Dante era un bambino svogliato. Per non studiare le sue lezioni, per non fare i compiti e per non aiutare i grandi, spesso scappava via di casa, solo soletto, e correva come un capriolo per i campi e per i boschi, mentre la sua povera mamma si angustava cercandolo dappertutto.
Dante era felice di essere libero, di non fare nulla dalla mattina alla sera, e parlava con tutto ciò che gli stava attorno.
«Oh, piccola ape color oro, dove corri così frettolosa? Fermati un po’, sii buona, scherza e ridi con me.»
«Non posso, piccino» rispose l’ape color oro. «Devo succhiare il nettare dei fiori, per farne miele e cera.»

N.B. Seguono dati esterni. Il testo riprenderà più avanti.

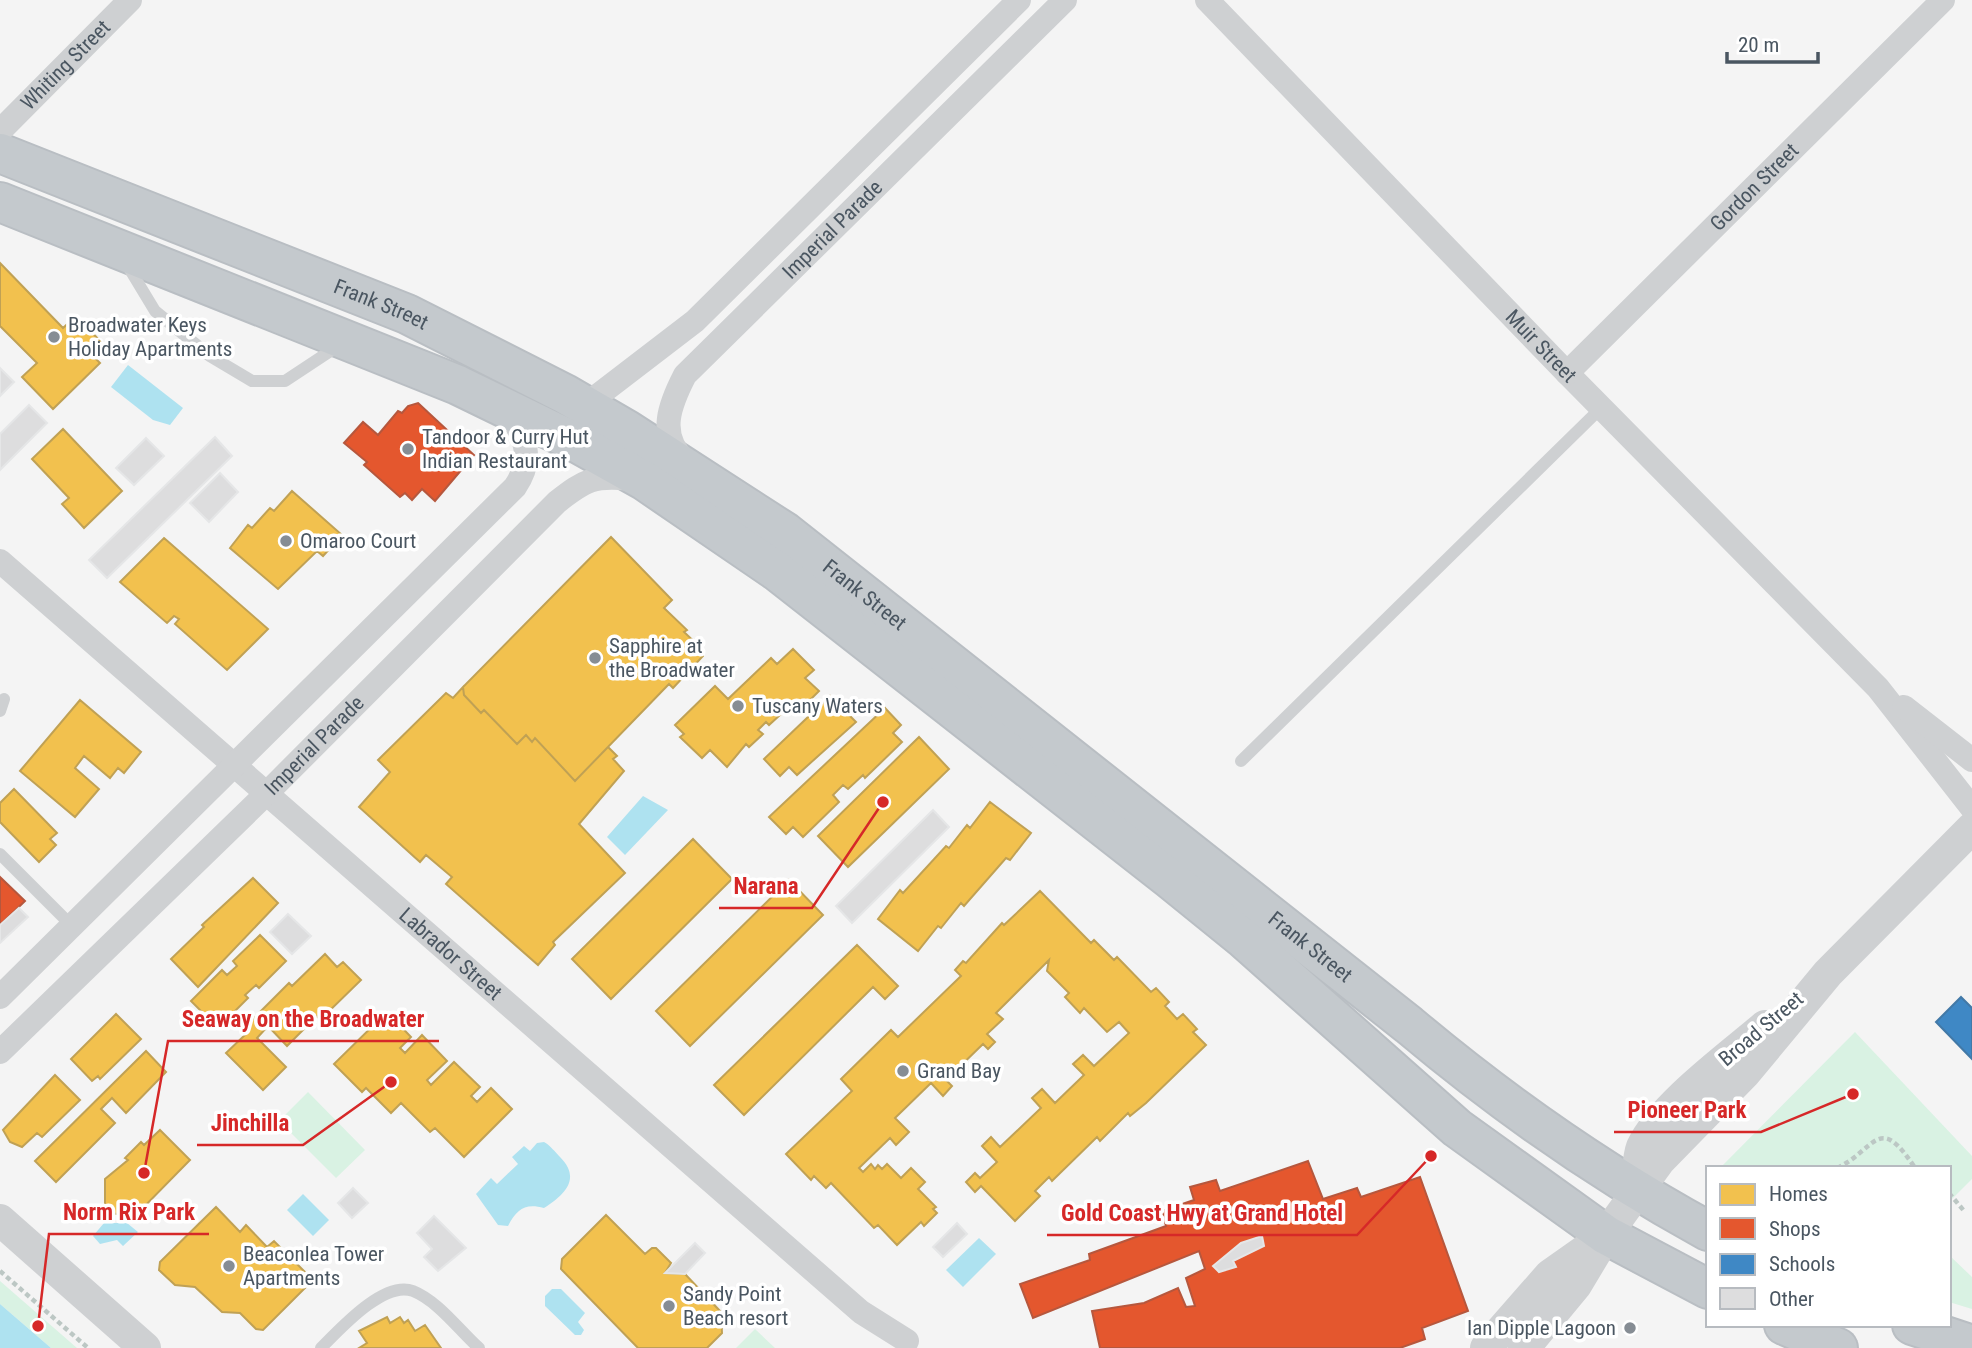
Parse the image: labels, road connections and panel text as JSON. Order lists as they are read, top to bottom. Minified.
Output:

Dante diventò pensieroso; poi riprese a correre e si rivolse all’asinello bigio macchiato di bianco che pascolava nel prato:
«Pigliami in groppa, asinello grazioso, e fammi fare una bella trottata.»
«Non posso, bimbo caro» rispose l’asinello. «Ora che ho mangiato, il mio padrone mi carica di erbe e frutta e andremo insieme in città.»
Dante fece una smorfia di dispetto. Si chinò sul ruscello limpido e gli mormorò:
«Ruscelletto, ruscelletto mio, te ne prego: arrestati un po’ e divertiti con me, che sono solo e mi annoio.»
«Non posso, piccolo mio» rispose il ruscello. «Devo correre verso il mulino, per far girare la macina; altrimenti il grano non diventa farina.»
Dante divenne improvvisamente triste.
All’improvviso vide un bellissimo passerotto tutto colorato che svolazzava su e giù allegramente e gli disse:
«Tu, piccolo passerotto, anche tu mi abbandoni? Dai! Vieni a giocare con me. Ho tanta voglia di correre e divertirmi con un amico…»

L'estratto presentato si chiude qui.